Your task:
Whichever lines of the entries hold the word "labels" should be identified and copied.

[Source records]

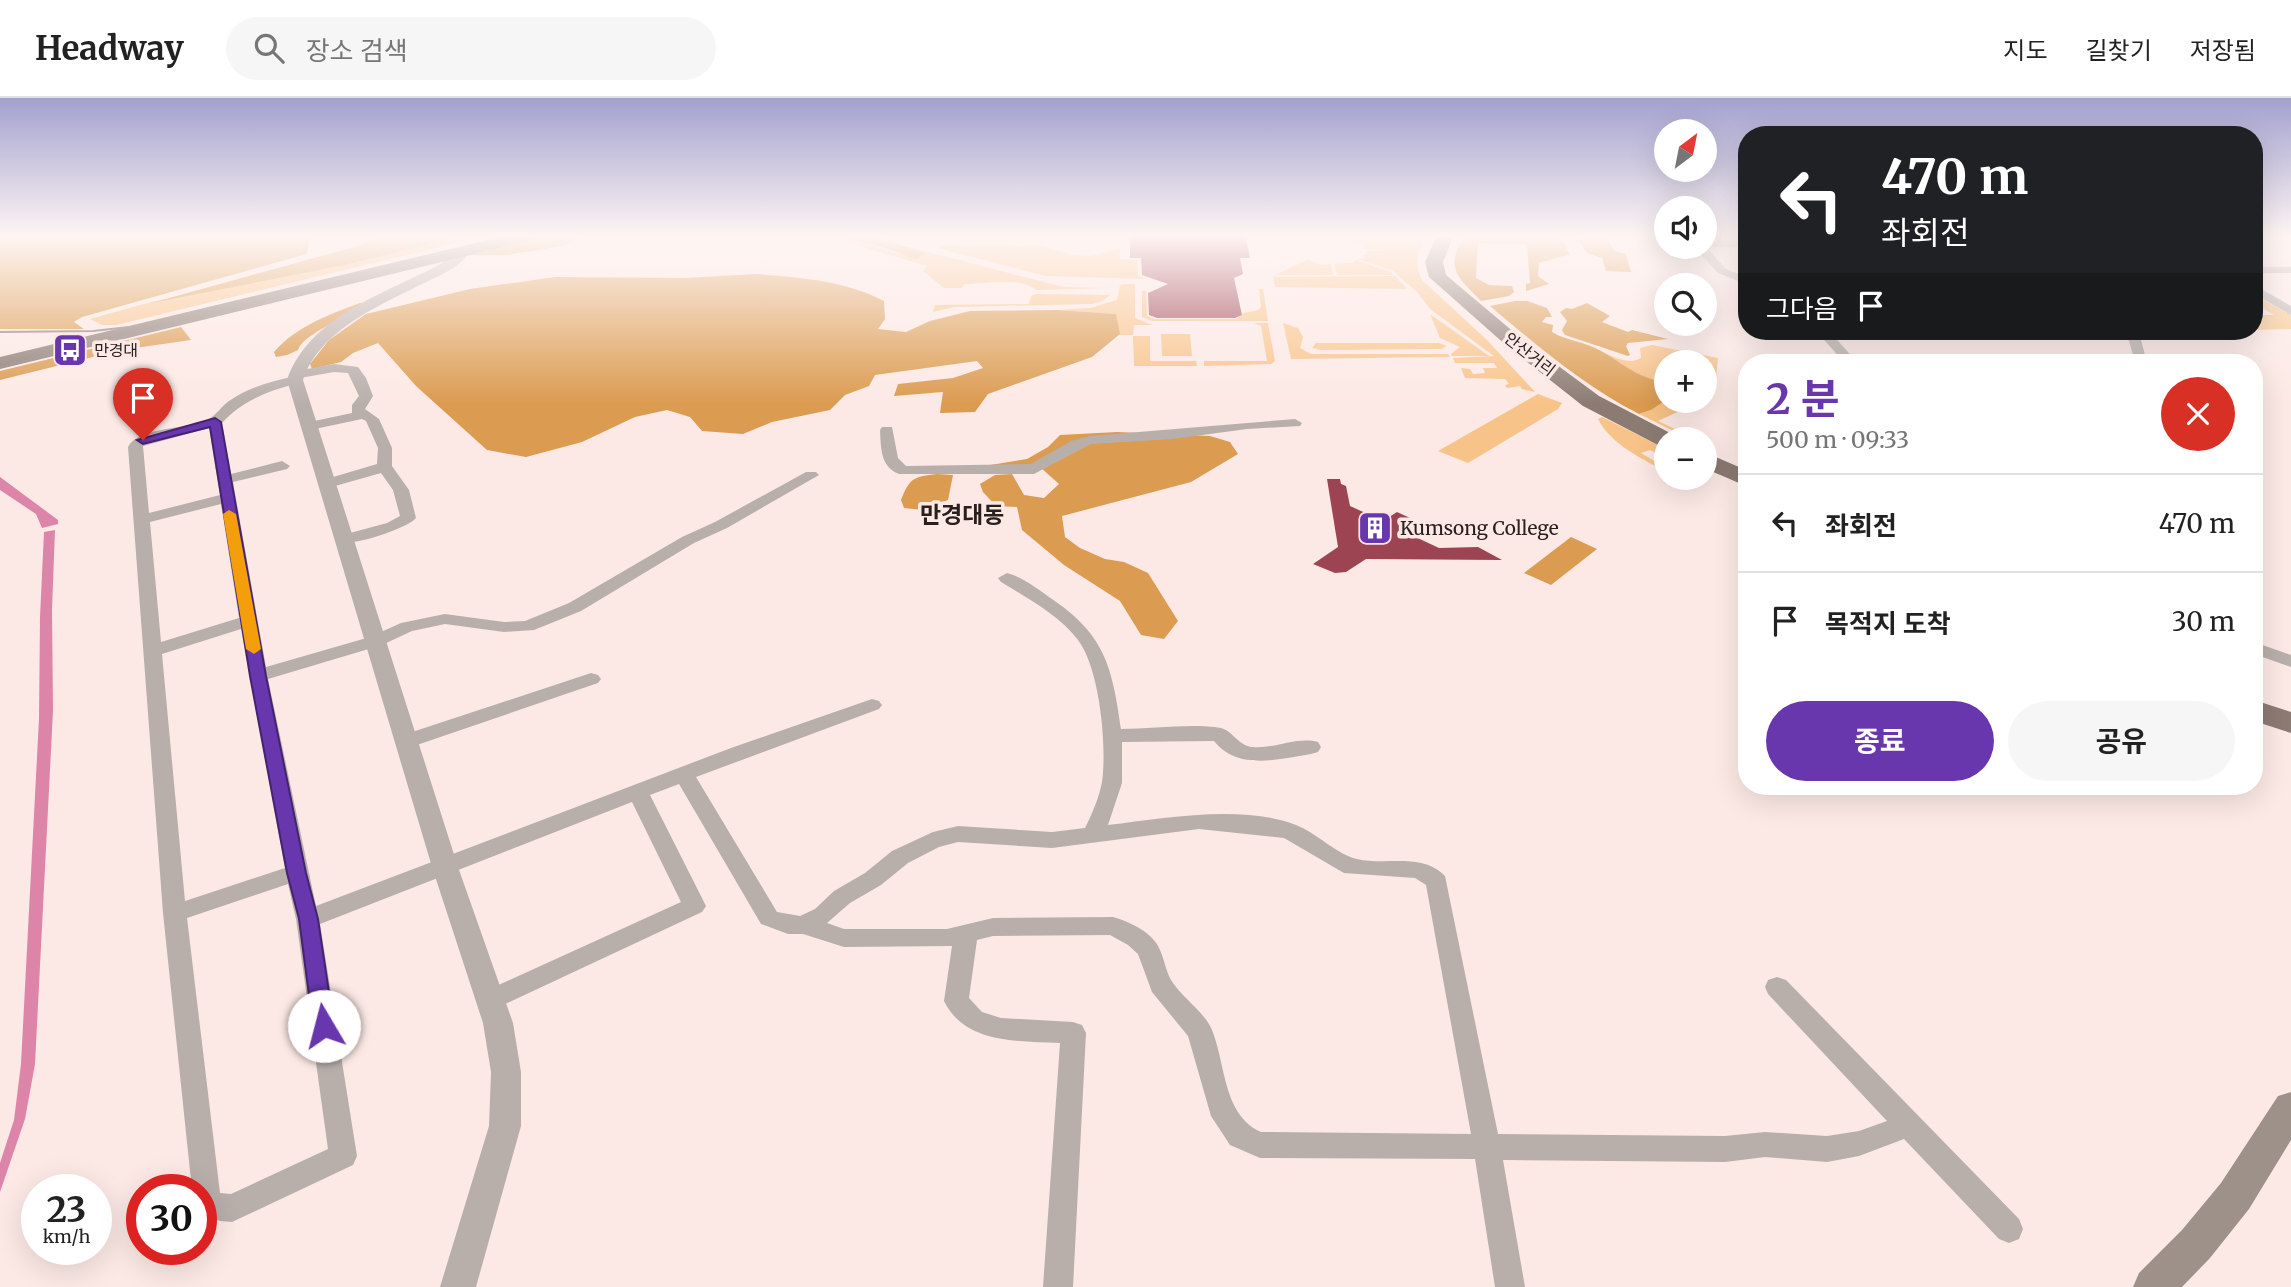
<!DOCTYPE html>
<html lang="ko">
<meta charset="utf-8">
<style>
:root{--surface:#fff;--page:#f6f6f6;--text:#222;--muted:#767676;--line:#e0e0e0;--accent:#6836ad}
body{margin:0;font-family:Merriweather,"Noto Sans KR",serif;background:var(--page);color:var(--text);height:100vh;display:flex;flex-direction:column;font-size:26px;white-space:nowrap}
*{box-sizing:border-box;margin:0}
p{font-size:23px;color:var(--muted)}
.icon{flex:none;width:38px;height:38px;fill:none;stroke:currentColor;stroke-width:2;stroke-linecap:round;stroke-linejoin:round}
.map{position:relative;flex:1;overflow:hidden}
.panel{position:absolute;left:1738px;top:256px;width:525px;height:441px;display:flex;flex-direction:column;background:var(--surface);border-radius:28px;box-shadow:0 7px 28px #0002}
.panel>*{flex:none}
.guide{position:absolute;left:1738px;top:28px;width:525px;height:214px;border-radius:28px;box-shadow:0 7px 28px #0002;background:#202124;color:#fff;overflow:hidden}
.needle{width:46px;rotate:32deg}
.controls{position:absolute;left:1654px;top:21px;display:grid;gap:14px}
.controls a{display:grid;place-items:center;width:63px;height:63px;border-radius:50%;background:var(--surface);box-shadow:0 7px 28px #0002;font-size:35px}
.speed{position:absolute;left:21px;top:1076px;display:flex;gap:14px;font-size:35px;font-weight:700;text-align:center}
.speed>*{display:grid;place-content:center;width:91px;height:91px;border-radius:50%;background:var(--surface);box-shadow:0 7px 28px #0002;line-height:1}
.speed small{font-size:18px;font-weight:400}
.speed .limit{border:10px solid #d22;background:#fff;color:#111}
.pin{position:absolute;display:grid;place-items:center;width:60px;height:60px;color:#fff;margin:-72px -30px;border-radius:50% 50% 50% 0;rotate:-45deg;box-shadow:0 0 7px #0007}
.pin .icon{rotate:45deg}
.me{position:absolute;width:77px;margin:-38px;rotate:352deg;stroke-linejoin:round;filter:drop-shadow(0 0 5px #0008)}
.turn{display:flex;align-items:center;gap:24px;height:147px;padding:0 28px;font-size:32px}
.turn .icon{width:91px;height:91px;stroke-width:2.5}
.turn b{display:block;font-size:49px;line-height:60px}
.then{display:flex;align-items:center;height:66px;padding:0 28px;background:#0003;gap:14px;font-size:26px}
.round{display:grid;place-items:center;flex:none;width:74px;height:74px;border-radius:37px;background:var(--page)}
.headline{display:flex;align-items:center;justify-content:space-between;height:119px;padding:0 28px}
h1{font-size:42px;font-weight:700;line-height:52px;color:var(--accent)}
.primary-button{display:flex;gap:14px;margin-top:auto;padding:14px 28px}
.primary-button a{flex:1;height:80px;border-radius:42px;background:var(--accent);color:#fff;font-size:28px;font-weight:700;line-height:80px;text-align:center}
.primary-button a+a{background:var(--page);color:var(--text)}
ul{padding:0;list-style:none}
li{display:flex;align-items:center;gap:21px;height:98px;padding:0 28px;border-top:2px solid var(--line)}
li div{flex:1}
li b{display:block;font-size:26px}
li em{font-style:normal}
header{display:flex;align-items:center;gap:42px;box-sizing:border-box;height:98px;padding:0 35px;background:var(--surface);border-bottom:2px solid var(--line)}
header strong{font-size:33px}
nav{display:flex;gap:38px;margin-inline-start:auto;font-size:24px}
.search{width:490px;height:63px;background:var(--page);display:flex;align-items:center;gap:18px;box-sizing:border-box;padding:0 24px;border-radius:38px;color:var(--muted);font-size:26px}
.map>svg:first-child{display:block}
.green{fill:#f8c388}
.forest{fill:#db9b50}
.water{fill:#dd84a9}
.building{fill:#9c4452}
.lines{fill:none;stroke-linecap:round;stroke-linejoin:round}
.minor{fill:#b8afab;fill-rule:evenodd}
.tertiary{fill:#b8afab;fill-rule:evenodd}
.secondary{fill:#9e918a;fill-rule:evenodd}
.primary{fill:#8b7b73;fill-rule:evenodd}
.tram{stroke:#8d7f7d;stroke-width:2}
.route{fill:#6836ad;stroke:#442370;stroke-width:2}
.slow{fill:#f59e0b}
.labels{text-anchor:middle;stroke-width:7;stroke-linejoin:round;paint-order:stroke}
.far-poi-label{font-size:16px;fill:#29201e;stroke:#fce9e5;text-anchor:start}
.far-street-label{font-size:16px;fill:#29201e;stroke:#fce9e5}
.poi-label{font-size:19px;fill:#29201e;stroke:#fce9e5;text-anchor:start}
.quarter-label{font-size:23px;font-weight:bold;fill:#29201e;stroke:#fce9e5}
</style>
<header>
<strong>Headway</strong>
<div class="search"><svg class="icon" aria-label="search" viewBox="0 0 24 24"><circle cx="10" cy="10" r="6"/><path d="M15 15l6 6"/></svg>장소 검색</div>
<nav><a>지도</a><a>길찾기</a><a>저장됨</a></nav>
</header>
<div class="map">
<svg width="2291" height="1189" viewBox="0 0 2291 1189">
<rect width="100%" height="100%" fill="#fce9e5"/>
<g class="green">
<path d="M458,139H482L116,227H102L90,221L151,204L345,167Z"/>
<path d="M874,139H883L904,148L1064,189L1109,190L1036,192C1020,178 986,186 964,186L962,190H944L923,173L927,168L845,144L847,141L903,157L925,155Z"/>
<path d="M1359,139H1426C1417,154 1414,166 1422,182L1487,242L1535,294L1522,291L1520,288L1507,290L1505,287L1509,286L1505,281L1465,280L1461,270L1470,271L1473,276L1485,275L1483,270H1497L1494,265H1455L1453,260L1494,258L1430,211L1417,194L1393,173L1358,161L1365,160L1362,158L1368,155L1364,153H1389L1363,151L1365,148L1350,143Z"/>
<path d="M945,147L1042,148L1074,157L1091,158L1120,150V161L1137,162L1138,177L1145,181L1045,178L937,150Z"/>
<path d="M1307,162L1322,167L1331,166L1333,177H1275Z"/>
<path d="M1356,162L1391,174L1393,177H1337L1334,166L1352,165Z"/>
<path d="M1395,178L1407,191L1275,189L1273,179Z"/>
<path d="M1124,186H1135V220L1152,227H1134L1133,237H1118L1115,216L1057,212L1090,210L1117,202L1120,187Z"/>
<path d="M1259,191H1263L1268,223H1152L1142,219V193H1146L1147,218L1155,221H1236L1244,215L1258,212L1261,209Z"/>
<path d="M1036,196L1110,197L1103,203L1092,206L954,209L933,214L935,207L1029,206L1031,198Z"/>
<path d="M2254,197L2291,217V231L2254,232V217H2274L2254,205Z"/>
<path d="M1430,216L1489,258H1452L1451,256L1460,249L1440,240Z"/>
<path d="M1254,225H1268L1275,263L1271,266L1204,268V263H1267L1261,228Z"/>
<path d="M1283,225L1298,230L1303,239L1300,250L1311,256H1448L1450,259L1291,261Z"/>
<path d="M1161,236H1190L1192,258H1162Z"/>
<path d="M1133,238H1150V263H1196L1197,268H1134Z"/>
<path d="M1316,245H1439L1447,248L1442,251L1321,252L1312,250Z"/>
<path d="M1652,247L1718,260L1715,290L1705,289L1704,264H1666V284C1637,280 1617,264 1593,249C1607,255 1627,269 1641,260L1640,250Z"/>
<path d="M1538,296L1562,305L1558,311L1468,365L1438,353Z"/>
<path d="M1664,301L1686,310L1658,323L1696,341H1690L1639,316L1651,312Z"/>
<path d="M1602,319L1666,351V360L1650,352L1641,355L1661,367L1657,369C1635,357 1610,344 1598,321Z"/>
</g>
<g class="forest">
<path d="M0,139H310L307,156L82,219L74,224L84,231H0Z"/>
<path d="M381,139H458L345,167L151,205L347,151Z"/>
<path d="M543,139H594L570,143L567,147L507,157H471Z"/>
<path d="M847,139H874L926,155L916,161L885,150L850,142Z"/>
<path d="M1464,139H1558L1568,149L1565,151L1570,156L1539,165L1538,178L1549,186L1526,193V186L1530,185L1527,146L1478,145L1476,180L1489,187L1512,188L1514,194L1509,198L1481,203C1459,180 1444,171 1464,139Z"/>
<path d="M1584,139H1606L1615,153L1626,156L1631,174L1606,173L1602,160L1587,155L1578,141Z"/>
<path d="M756,176C800,180 844,182 884,203L885,221L878,231L906,234L930,223L970,213L1057,212L1116,216L1120,236L1092,259L988,296L975,314L940,315L943,294L894,298L898,286L953,280L983,270L977,263L875,277L869,288L845,297L830,312L772,324L743,336L702,333L690,319L667,312L635,319L582,344L526,359L487,352L416,288L378,245L353,255L341,264L312,271L310,266L329,242L366,216L470,191L555,179L685,180Z"/>
<path d="M1515,203H1527L1547,210L1552,219H1546L1542,224L1553,227L1552,234C1565,242 1581,243 1595,250C1621,263 1635,280 1666,284V302L1651,312L1639,316C1584,288 1535,246 1490,208Z"/>
<path d="M360,205H366C351,218 302,236 298,252L287,257L276,259L274,254C297,228 328,217 360,205Z"/>
<path d="M1587,205L1610,218L1602,224L1628,234L1632,232L1668,241L1628,245L1626,248L1630,257L1628,258L1565,237L1562,232L1567,223L1560,214L1566,210L1572,211Z"/>
<path d="M181,229L191,242L121,252L0,282V273Z"/>
<path d="M1117,334L1210,338L1230,344L1238,356L1191,384L1062,418L1065,439L1080,450L1105,461L1124,464L1148,475L1178,523L1164,541L1141,537L1120,503L1064,467L1022,432L1017,409L996,408L983,394L980,386L995,377L1012,376L1024,397L1044,400L1059,386L1040,369L984,368L1027,361L1048,349L1060,337Z"/>
<path d="M937,376L953,377L948,402L923,412L904,410L901,402C910,379 914,379 937,376Z"/>
<path d="M1571,439L1597,451L1551,487L1524,475Z"/>
</g>
<g class="water">
<path d="M0,379L58,422V426L42,430L36,416L0,392Z"/>
<path d="M55,432L52,511L53,613L35,966L25,1021L0,1094V1065L14,1022L21,966L39,621L40,519L44,434Z"/>
</g>
<g class="building">
<path d="M1130,139H1246L1250,160H1240L1243,176L1234,180L1242,217L1235,220H1157L1149,217L1148,195L1168,186L1142,177L1141,160H1130Z"/>
<path d="M1327,381H1340L1341,386L1346,388L1350,408L1383,423L1397,414L1421,425L1407,435L1439,450L1478,449L1502,462L1366,461L1346,474L1335,475L1313,466L1338,449Z"/>
</g>
<g class="lines">
<g class="minor">
<path d="M1704,143H1746V149H1706L1726,171L1746,179V186L1718,175L1694,149H1704Z"/>
<rect x="2254" y="169" width="37" height="6"/>
<path d="M2254,187L2291,208V217L2254,196Z"/>
<path d="M1816,233H1829L1857,264H1844Z"/>
<path d="M2119,233H2132L2141,242L2147,264H2135L2129,243Z"/>
<path d="M334,266L358,269L366,280L373,298L365,311L379,321L392,350V368L409,392L416,420C406,431 354,448 339,444L337,441L339,438L387,425L400,418L393,392L381,375L328,390L320,385L323,382L377,366L378,350L366,323L362,321L310,332L303,328L305,325L352,315V307L359,298L348,275L334,274L300,280V285C270,292 243,302 222,325L231,376L282,363L290,368L287,371L233,384L266,569L370,539L401,525L445,516L504,524L525,523L569,505L682,439L715,424L806,374H816L819,377L727,430L694,445L581,513L534,532L504,534L445,526L412,533L382,547L268,581L316,808L731,650L872,601L879,603L882,607L879,611L696,679L777,814L800,818L815,811L834,793L865,775L892,753L933,734L958,728L1052,734L1085,730C1092,716 1099,700 1102,684C1107,649 1100,571 1078,542C1059,517 1027,500 1001,484L998,480L1007,475C1022,479 1037,490 1049,499C1105,536 1112,568 1121,631C1151,631 1192,625 1221,630C1233,633 1238,648 1253,649C1274,651 1298,638 1318,644L1321,649L1318,654L1311,656C1278,661 1238,673 1214,643L1122,644V685L1108,727C1164,720 1242,706 1296,727C1317,735 1336,756 1357,761C1387,768 1421,754 1445,778L1498,1036L1725,1038L1765,1034L1827,1038L1859,1033L1887,1023L1768,896L1765,889L1768,882L1777,879L1786,882L2019,1121L2023,1131L2019,1141L2009,1145L1999,1141L1904,1041L1859,1058L1827,1064L1765,1059L1725,1064L1503,1062L1525,1189H1495L1475,1061L1260,1060L1230,1047L1211,1018L1188,938L1152,894L1138,856L1128,847L1110,837L993,838L977,842L969,900L982,914L1001,920L1073,924L1082,927L1086,935L1073,1189H1043L1060,945C1018,943 965,946 944,903L952,848L844,849L803,836H788L761,826L679,686L650,697L706,808L702,814L499,909L490,912L481,909L478,902L481,895L681,804L632,704L320,826L357,1058L353,1067L232,1124L220,1123L201,1115V1092H192L163,815L128,349C139,328 188,332 209,321C216,317 222,308 229,303C248,290 269,284 291,279V274ZM209,330L220,397L149,415L143,348ZM221,406L239,520L161,544L150,424ZM241,531L285,770L185,803L162,556ZM1199,731L1284,740L1344,775L1415,780L1426,787L1471,1036L1261,1034C1223,1017 1226,967 1212,932C1204,913 1182,900 1171,882C1166,873 1164,861 1160,852C1153,834 1130,824 1113,819L993,820L947,831H844L827,825L850,805L881,787L908,765L939,749L958,744L1052,750ZM288,786L296,821L328,1051L231,1096L220,1095L187,820Z"/>
<path d="M1295,321L1302,325L1300,328L1247,331L1173,341L1091,346L1034,376H899C880,369 881,349 880,332L882,329H892L898,360L906,368L1031,366L1071,343L1090,338Z"/>
<path d="M2254,544L2291,557V569L2254,556Z"/>
<path d="M591,575L598,577L601,581L598,585L414,648H400L397,643L400,638Z"/>
</g>
<path class="tertiary" d="M463,150L470,154C459,170 443,176 426,184C381,207 320,231 303,282L458,769L513,925L521,974V1028L476,1189H440L489,1028L491,974L483,925L432,769L287,282C309,219 383,196 437,168C446,163 454,153 463,150Z"/>
<path class="secondary" d="M2291,994V1042L2249,1111L2210,1160L2182,1189H2133L2139,1175L2182,1132L2221,1085L2278,998Z"/>
<g class="primary">
<path d="M500,139H530L528,143L0,271V259Z"/>
<path d="M1436,139H1453L1443,164L1446,177L1522,241L1599,298L1674,337L1677,341H1666V349L1658,347L1583,308L1508,249L1429,179L1425,164Z"/>
<path d="M1704,354L1746,372V388L1704,370Z"/>
<path d="M2254,602L2291,614V635L2254,623Z"/>
</g>
<g class="tram">
<path d="M0,234L93,233L129,229"/>
<path d="M0,269L537,139"/>
</g>
</g>
<linearGradient id="sky" x2="0" y2="1"><stop stop-color="#a3a1cf"/><stop offset="0.45" stop-color="#fef5f3"/><stop offset="1" stop-color="#fef5f3" stop-opacity="0"/></linearGradient>
<rect width="2291" height="306" fill="url(#sky)"/>
<path class="route" d="M215,320L221,324L266,578L306,775L318,821L334,928L331,934L324,936L316,934L313,928L299,821L287,775L250,578L210,329L143,346L137,342Z"/>
<path class="slow" d="M229,412L236,416L261,551L254,556L246,551L223,416Z"/>
<defs>
<g id="bus-square" transform="scale(1.75)"><rect x="-9" y="-9" width="18" height="18" rx="4" fill="#6836ad" stroke="#fce9e5"/><path d="M-5-6H5V4H4V6H2V4H-2V6H-4V4H-5ZM-3.5-4V0h7V-4ZM-3.5 1.2v1.5H-2V1.2ZM2 1.2v1.5H3.5V1.2Z" fill="#fff"/></g>
<g id="building-square" transform="scale(1.75)"><rect x="-9" y="-9" width="18" height="18" rx="4" fill="#6836ad" stroke="#fce9e5"/><path d="M-4-6H4V6H1V3H-1V6H-4ZM-2.5-4.3h1.7v1.8h-1.7ZM.8-4.3h1.7v1.8H.8ZM-2.5-1h1.7V.8h-1.7ZM.8-1h1.7V.8H.8Z" fill="#fff"/></g>
</defs>
<g fill-rule="evenodd">
<use href="#bus-square" x="70" y="252"/>
<use href="#building-square" x="1375" y="430"/>
</g>
<g class="labels">
<g class="far-poi-label">
<text x="94" y="258">만경대</text>
</g>
<g class="far-street-label">
<text transform="translate(1530 256) rotate(38)" y="6">안산거리</text>
</g>
<g class="poi-label">
<text x="1400" y="437">Kumsong College</text>
</g>
<g class="quarter-label">
<text x="962" y="425">만경대동</text>
</g>
</g>
</svg>
<div class="controls">
<a><svg class="needle" viewBox="-14 -14 28 28"><path d="M0-13l5 13h-10z" fill="#e53935"/><path d="M0 13l5-13h-10z" fill="#767676"/></svg></a>
<a><svg class="icon" aria-label="sound" viewBox="0 0 24 24"><path d="M4 9h4l5-4v14l-5-4H4zM17 9q2 3 0 6"/></svg></a>
<a><svg class="icon" aria-label="search" viewBox="0 0 24 24"><circle cx="10" cy="10" r="6"/><path d="M15 15l6 6"/></svg></a>
<a>+</a>
<a>−</a>
</div>
<div class="speed"><div>23<small>km/h</small></div><div class="limit">30</div></div>
<div class="pin" style="left:143px;top:342px;background:#d93025"><svg class="icon" aria-label="arrive" viewBox="0 0 24 24"><path d="M6 21V4h12l-3 4 3 4H6"/></svg></div>
<svg class="me" style="left:324px;top:928px" viewBox="-20 -20 40 40"><circle r="19" fill="#fff"/><path d="M0-13L10 11 0 6-10 11z" fill="#6836ad"/></svg>
<div class="guide">
<div class="turn"><svg class="icon" aria-label="left" viewBox="0 0 24 24"><path d="M17 20v-9H6M10 6l-5 5 5 5"/></svg><div><b>470 m</b>좌회전</div></div>
<div class="then">그다음<svg class="icon" aria-label="arrive" viewBox="0 0 24 24"><path d="M6 21V4h12l-3 4 3 4H6"/></svg></div>
</div>
<section class="panel">
<div class="headline"><div><h1>2 분</h1><p>500 m · 09:33</p></div><a class="round" style="background:#d93025;color:#fff"><svg class="icon" aria-label="close" viewBox="0 0 24 24"><path d="M6 6l12 12M18 6L6 18"/></svg></a></div>
<ul>
<li><svg class="icon" aria-label="left" viewBox="0 0 24 24"><path d="M17 20v-9H6M10 6l-5 5 5 5"/></svg><div><b>좌회전</b></div><em>470 m</em></li>
<li><svg class="icon" aria-label="arrive" viewBox="0 0 24 24"><path d="M6 21V4h12l-3 4 3 4H6"/></svg><div><b>목적지 도착</b></div><em>30 m</em></li>
</ul>
<div class="primary-button"><a>종료</a><a>공유</a></div>
</section>
</div>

Task answer:
.labels{text-anchor:middle;stroke-width:7;stroke-linejoin:round;paint-order:stroke}
<g class="labels">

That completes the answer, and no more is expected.